• **Requirement**: Look through the listing for the string "direction" and copy out every line that holds it.
# # # # # # #
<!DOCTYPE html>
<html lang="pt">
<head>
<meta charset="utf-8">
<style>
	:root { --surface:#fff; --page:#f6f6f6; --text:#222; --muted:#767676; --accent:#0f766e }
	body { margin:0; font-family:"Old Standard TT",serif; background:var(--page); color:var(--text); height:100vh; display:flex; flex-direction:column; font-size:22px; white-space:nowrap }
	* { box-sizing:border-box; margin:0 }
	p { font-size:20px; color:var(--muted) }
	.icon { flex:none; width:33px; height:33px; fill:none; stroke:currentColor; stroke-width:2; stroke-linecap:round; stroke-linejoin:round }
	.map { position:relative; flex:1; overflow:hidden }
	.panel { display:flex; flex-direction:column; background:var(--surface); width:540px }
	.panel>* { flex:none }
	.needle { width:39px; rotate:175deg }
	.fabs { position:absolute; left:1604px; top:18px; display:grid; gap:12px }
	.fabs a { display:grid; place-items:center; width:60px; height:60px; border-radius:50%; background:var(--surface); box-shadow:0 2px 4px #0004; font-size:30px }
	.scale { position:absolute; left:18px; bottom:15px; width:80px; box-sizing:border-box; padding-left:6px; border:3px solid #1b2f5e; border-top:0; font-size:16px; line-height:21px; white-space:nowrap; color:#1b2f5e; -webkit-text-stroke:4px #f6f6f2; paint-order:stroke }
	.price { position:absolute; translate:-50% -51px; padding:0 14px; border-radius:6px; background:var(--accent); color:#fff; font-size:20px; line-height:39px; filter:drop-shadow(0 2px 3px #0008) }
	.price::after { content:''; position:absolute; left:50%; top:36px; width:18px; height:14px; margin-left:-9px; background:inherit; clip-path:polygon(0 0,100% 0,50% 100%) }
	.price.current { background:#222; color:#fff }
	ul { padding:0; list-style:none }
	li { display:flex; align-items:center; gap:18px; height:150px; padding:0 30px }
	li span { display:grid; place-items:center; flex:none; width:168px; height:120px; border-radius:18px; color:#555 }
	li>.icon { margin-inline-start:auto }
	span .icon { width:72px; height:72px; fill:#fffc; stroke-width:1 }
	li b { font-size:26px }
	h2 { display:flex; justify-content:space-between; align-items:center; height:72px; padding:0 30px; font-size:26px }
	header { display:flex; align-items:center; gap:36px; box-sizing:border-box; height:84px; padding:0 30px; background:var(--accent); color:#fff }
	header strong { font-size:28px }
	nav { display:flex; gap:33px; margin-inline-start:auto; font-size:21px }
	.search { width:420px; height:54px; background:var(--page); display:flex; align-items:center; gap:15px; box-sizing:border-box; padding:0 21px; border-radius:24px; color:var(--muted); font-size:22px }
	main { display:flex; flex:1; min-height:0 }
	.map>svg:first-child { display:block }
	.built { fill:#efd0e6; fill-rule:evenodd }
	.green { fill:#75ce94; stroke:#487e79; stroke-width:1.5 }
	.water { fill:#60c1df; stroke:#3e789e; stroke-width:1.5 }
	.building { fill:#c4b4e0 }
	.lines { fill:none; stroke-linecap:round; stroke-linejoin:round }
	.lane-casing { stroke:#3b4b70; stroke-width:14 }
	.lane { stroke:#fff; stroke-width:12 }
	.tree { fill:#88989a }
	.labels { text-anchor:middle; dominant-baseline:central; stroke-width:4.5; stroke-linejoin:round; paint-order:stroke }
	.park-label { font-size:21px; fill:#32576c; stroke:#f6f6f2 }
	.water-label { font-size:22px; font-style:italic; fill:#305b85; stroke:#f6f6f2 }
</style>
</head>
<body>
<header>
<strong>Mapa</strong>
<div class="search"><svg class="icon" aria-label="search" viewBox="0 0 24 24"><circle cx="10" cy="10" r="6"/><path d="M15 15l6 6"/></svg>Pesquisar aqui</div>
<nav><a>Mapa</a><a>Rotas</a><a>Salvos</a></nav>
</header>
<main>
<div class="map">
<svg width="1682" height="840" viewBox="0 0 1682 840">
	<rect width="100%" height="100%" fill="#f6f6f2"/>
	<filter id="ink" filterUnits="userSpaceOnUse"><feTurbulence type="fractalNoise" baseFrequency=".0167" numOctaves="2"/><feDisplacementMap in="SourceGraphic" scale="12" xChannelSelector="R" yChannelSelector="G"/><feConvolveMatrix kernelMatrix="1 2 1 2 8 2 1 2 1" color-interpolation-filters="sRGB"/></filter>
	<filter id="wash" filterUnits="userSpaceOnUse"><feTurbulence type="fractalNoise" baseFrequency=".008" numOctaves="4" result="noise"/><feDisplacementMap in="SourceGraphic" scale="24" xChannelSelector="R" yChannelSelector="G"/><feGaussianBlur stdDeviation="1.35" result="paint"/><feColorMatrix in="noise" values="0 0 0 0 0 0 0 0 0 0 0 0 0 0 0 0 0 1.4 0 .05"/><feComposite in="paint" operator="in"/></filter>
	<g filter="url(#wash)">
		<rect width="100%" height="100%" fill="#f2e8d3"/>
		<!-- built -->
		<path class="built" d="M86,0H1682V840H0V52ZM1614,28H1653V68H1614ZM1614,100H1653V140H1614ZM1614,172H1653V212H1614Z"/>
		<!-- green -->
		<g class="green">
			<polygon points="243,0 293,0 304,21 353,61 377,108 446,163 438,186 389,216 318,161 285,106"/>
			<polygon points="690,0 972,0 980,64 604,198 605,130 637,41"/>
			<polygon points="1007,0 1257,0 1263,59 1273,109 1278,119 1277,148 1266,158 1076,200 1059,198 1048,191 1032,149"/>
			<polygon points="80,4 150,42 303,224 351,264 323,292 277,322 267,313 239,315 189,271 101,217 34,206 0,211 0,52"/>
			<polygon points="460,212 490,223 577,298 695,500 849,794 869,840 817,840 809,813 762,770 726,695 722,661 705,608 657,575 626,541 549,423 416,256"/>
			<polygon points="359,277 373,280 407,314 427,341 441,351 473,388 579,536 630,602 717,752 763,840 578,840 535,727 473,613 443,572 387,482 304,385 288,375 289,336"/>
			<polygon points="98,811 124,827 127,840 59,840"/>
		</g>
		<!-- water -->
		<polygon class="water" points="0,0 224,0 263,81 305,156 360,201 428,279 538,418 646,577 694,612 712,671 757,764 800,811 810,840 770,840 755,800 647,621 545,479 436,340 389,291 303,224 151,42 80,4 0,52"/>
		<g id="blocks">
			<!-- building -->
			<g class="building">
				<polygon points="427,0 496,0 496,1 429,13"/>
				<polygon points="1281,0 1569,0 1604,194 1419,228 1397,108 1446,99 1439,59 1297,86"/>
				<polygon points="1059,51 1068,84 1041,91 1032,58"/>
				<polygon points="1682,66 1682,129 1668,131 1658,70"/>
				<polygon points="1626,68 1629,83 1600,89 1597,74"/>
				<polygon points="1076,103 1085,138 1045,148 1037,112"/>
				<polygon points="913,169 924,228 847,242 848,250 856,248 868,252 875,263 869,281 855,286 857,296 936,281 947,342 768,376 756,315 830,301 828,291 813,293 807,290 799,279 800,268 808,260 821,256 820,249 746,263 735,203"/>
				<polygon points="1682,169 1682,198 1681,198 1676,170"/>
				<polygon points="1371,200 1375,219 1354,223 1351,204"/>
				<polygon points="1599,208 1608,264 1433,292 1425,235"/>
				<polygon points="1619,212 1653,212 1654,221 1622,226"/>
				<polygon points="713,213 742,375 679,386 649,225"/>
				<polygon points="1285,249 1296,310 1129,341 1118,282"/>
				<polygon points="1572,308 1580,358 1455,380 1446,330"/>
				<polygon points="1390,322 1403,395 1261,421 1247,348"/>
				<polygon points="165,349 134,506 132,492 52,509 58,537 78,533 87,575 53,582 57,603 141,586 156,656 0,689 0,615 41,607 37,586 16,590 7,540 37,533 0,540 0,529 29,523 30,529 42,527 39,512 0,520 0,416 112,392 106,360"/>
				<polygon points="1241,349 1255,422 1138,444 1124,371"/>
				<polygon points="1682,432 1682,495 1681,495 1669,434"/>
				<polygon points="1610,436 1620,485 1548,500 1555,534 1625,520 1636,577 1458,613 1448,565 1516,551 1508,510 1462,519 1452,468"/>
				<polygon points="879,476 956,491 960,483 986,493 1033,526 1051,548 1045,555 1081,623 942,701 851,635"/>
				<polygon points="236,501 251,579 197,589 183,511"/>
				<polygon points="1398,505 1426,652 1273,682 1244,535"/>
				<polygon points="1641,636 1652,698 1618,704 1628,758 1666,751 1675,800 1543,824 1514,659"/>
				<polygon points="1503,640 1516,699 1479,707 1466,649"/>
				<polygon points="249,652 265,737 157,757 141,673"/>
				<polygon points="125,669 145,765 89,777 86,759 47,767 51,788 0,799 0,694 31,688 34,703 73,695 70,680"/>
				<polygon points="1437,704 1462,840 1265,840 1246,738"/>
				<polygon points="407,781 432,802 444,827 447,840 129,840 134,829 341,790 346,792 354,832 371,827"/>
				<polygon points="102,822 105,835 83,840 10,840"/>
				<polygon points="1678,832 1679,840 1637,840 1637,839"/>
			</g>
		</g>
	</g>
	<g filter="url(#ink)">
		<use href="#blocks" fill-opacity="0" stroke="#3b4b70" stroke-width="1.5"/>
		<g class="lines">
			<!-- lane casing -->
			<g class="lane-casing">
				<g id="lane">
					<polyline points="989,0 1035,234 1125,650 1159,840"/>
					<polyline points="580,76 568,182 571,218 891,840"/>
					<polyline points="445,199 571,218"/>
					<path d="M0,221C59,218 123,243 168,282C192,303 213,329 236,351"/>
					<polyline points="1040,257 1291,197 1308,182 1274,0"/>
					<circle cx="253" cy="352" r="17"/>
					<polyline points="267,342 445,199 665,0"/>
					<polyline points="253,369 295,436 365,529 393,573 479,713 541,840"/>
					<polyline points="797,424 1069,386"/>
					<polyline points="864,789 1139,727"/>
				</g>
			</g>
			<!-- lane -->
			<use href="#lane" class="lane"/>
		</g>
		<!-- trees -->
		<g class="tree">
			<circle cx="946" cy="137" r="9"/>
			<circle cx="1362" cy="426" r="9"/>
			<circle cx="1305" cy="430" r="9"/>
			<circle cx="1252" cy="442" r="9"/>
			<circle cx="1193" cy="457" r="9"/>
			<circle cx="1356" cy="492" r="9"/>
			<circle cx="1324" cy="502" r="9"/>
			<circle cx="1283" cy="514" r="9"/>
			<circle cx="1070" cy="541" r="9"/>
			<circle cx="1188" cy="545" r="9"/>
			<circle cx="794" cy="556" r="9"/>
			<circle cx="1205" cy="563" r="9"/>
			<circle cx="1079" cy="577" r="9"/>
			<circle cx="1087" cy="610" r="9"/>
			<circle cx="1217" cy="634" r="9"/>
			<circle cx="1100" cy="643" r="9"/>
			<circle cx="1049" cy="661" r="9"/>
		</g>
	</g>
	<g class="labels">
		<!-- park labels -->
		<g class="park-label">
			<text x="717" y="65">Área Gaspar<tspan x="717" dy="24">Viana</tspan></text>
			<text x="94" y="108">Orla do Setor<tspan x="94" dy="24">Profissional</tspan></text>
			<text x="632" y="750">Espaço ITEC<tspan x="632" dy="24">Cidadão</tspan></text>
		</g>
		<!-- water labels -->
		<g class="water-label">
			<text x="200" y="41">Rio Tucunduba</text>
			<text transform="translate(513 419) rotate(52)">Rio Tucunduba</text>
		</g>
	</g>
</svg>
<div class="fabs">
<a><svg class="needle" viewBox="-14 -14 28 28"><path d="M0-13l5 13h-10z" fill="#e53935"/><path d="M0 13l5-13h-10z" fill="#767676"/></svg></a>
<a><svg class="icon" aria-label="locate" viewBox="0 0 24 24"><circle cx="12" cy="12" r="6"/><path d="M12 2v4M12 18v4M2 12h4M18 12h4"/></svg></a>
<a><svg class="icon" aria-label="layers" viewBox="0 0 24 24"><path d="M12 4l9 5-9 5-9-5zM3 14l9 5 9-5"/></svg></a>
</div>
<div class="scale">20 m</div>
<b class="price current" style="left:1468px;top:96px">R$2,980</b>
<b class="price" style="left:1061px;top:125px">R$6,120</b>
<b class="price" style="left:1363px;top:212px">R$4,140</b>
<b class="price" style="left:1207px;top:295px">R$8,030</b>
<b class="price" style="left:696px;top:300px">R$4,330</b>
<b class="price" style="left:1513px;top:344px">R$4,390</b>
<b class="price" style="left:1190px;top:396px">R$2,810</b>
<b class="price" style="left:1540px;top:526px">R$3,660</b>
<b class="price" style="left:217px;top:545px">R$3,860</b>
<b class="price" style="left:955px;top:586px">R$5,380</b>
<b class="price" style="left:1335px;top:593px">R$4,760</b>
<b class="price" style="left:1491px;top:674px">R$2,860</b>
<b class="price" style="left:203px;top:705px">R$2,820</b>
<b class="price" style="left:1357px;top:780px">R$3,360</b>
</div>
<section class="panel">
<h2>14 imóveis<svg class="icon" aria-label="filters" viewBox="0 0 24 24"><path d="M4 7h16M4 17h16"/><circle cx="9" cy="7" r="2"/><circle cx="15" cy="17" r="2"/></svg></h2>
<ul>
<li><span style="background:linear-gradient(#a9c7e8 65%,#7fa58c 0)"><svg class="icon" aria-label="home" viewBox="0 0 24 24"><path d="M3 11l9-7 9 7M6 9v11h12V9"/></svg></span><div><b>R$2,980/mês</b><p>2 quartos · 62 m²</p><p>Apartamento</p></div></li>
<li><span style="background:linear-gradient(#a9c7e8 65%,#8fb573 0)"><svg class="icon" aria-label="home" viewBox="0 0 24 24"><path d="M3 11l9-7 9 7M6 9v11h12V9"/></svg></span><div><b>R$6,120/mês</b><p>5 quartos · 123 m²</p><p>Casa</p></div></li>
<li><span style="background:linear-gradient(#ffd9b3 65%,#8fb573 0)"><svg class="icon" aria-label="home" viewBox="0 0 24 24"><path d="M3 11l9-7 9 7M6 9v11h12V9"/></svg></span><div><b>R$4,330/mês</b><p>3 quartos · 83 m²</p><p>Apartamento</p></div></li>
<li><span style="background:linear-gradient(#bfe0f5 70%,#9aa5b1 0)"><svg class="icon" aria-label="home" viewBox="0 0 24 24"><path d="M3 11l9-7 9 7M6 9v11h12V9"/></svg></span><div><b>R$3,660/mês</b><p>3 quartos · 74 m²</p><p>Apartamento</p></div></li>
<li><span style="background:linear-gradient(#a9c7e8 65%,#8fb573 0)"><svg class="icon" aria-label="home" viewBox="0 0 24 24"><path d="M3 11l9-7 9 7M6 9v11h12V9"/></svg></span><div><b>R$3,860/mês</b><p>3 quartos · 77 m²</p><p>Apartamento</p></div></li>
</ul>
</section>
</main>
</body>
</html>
# # # # # # #
• **Written answer**:
	body { margin:0; font-family:"Old Standard TT",serif; background:var(--page); color:var(--text); height:100vh; display:flex; flex-direction:column; font-size:22px; white-space:nowrap }
	.panel { display:flex; flex-direction:column; background:var(--surface); width:540px }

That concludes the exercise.